### DATA UNDER STUDY

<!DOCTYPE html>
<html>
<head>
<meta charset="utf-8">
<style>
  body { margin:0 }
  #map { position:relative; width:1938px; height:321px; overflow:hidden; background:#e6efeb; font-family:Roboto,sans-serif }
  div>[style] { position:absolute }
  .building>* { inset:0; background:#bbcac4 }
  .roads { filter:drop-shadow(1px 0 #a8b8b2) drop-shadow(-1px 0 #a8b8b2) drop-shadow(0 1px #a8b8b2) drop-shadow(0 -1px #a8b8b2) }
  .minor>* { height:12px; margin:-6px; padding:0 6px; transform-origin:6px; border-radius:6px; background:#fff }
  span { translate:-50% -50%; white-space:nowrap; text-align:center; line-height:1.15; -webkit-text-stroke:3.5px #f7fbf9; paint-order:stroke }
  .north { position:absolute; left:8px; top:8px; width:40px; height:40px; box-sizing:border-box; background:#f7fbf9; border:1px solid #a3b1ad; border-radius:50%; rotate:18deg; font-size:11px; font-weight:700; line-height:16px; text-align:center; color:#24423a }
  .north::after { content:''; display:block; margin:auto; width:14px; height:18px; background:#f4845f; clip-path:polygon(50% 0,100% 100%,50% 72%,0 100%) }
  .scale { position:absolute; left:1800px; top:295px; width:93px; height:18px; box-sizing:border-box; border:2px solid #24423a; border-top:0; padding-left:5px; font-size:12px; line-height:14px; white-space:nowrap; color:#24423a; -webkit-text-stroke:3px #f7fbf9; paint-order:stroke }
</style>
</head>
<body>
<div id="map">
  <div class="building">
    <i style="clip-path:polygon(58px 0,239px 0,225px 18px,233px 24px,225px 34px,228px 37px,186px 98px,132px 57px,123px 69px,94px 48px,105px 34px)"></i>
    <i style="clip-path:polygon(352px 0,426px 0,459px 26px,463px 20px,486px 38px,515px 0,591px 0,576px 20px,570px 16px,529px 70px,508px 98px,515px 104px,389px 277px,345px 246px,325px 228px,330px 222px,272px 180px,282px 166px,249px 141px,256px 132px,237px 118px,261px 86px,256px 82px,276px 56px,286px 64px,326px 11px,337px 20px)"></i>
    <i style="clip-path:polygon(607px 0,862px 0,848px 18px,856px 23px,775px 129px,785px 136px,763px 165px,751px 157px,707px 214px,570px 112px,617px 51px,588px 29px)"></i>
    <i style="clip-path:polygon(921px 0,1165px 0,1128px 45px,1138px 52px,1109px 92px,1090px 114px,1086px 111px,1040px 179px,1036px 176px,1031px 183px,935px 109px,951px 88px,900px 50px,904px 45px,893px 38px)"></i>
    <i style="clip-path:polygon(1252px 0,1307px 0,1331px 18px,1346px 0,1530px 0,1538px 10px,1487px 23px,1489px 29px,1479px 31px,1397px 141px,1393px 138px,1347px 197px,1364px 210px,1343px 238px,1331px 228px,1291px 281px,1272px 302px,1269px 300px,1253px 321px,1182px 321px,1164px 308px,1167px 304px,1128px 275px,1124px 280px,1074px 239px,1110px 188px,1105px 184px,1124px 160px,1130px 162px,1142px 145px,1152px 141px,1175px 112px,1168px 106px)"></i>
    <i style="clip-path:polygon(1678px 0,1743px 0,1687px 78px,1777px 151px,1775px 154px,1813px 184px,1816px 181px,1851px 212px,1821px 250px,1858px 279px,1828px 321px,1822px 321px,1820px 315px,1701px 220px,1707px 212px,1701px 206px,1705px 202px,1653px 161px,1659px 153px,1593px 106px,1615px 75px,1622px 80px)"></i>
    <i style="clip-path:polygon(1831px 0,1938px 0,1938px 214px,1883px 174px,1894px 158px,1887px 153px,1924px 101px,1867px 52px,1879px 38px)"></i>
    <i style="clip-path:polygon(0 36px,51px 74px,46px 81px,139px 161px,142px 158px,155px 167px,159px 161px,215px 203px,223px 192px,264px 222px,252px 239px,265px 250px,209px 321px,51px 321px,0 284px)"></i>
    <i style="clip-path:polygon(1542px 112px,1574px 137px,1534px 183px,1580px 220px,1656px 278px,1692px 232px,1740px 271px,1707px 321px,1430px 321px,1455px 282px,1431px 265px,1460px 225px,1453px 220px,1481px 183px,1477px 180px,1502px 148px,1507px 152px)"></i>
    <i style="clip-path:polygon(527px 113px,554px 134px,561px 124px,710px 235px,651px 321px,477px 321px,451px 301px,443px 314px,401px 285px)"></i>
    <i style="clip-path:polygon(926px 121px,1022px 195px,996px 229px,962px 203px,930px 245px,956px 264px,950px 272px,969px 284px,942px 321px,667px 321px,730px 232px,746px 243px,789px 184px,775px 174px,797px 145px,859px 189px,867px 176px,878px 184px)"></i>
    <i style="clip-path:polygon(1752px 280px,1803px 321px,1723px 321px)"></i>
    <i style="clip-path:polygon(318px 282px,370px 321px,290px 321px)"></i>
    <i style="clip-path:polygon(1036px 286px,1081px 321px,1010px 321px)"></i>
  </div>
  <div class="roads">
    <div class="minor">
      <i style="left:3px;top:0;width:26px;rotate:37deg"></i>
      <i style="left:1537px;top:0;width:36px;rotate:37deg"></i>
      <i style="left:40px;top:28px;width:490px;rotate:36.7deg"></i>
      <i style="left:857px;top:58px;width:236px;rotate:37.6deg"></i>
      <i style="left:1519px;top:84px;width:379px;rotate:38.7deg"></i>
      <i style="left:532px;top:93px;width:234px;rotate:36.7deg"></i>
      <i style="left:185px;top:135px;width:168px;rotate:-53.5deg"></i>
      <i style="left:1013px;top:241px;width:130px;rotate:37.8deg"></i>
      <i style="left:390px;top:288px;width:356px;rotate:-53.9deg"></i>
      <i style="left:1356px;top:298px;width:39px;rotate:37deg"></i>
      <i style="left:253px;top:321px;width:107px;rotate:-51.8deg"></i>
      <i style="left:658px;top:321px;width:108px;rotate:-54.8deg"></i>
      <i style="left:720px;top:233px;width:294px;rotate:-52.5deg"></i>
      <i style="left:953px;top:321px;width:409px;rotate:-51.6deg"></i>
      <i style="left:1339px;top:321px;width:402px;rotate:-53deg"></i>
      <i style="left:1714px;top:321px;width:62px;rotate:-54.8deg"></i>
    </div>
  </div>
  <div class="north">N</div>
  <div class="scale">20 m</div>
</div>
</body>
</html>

### TASK TO CARRY OUT
Reproduce, exactly and without additions, the run of lines from the start of the listing above to the line bearing "filter:drop-shadow(1px 0 #a8b8b2)", inclusive.

### RESULT
<!DOCTYPE html>
<html>
<head>
<meta charset="utf-8">
<style>
  body { margin:0 }
  #map { position:relative; width:1938px; height:321px; overflow:hidden; background:#e6efeb; font-family:Roboto,sans-serif }
  div>[style] { position:absolute }
  .building>* { inset:0; background:#bbcac4 }
  .roads { filter:drop-shadow(1px 0 #a8b8b2) drop-shadow(-1px 0 #a8b8b2) drop-shadow(0 1px #a8b8b2) drop-shadow(0 -1px #a8b8b2) }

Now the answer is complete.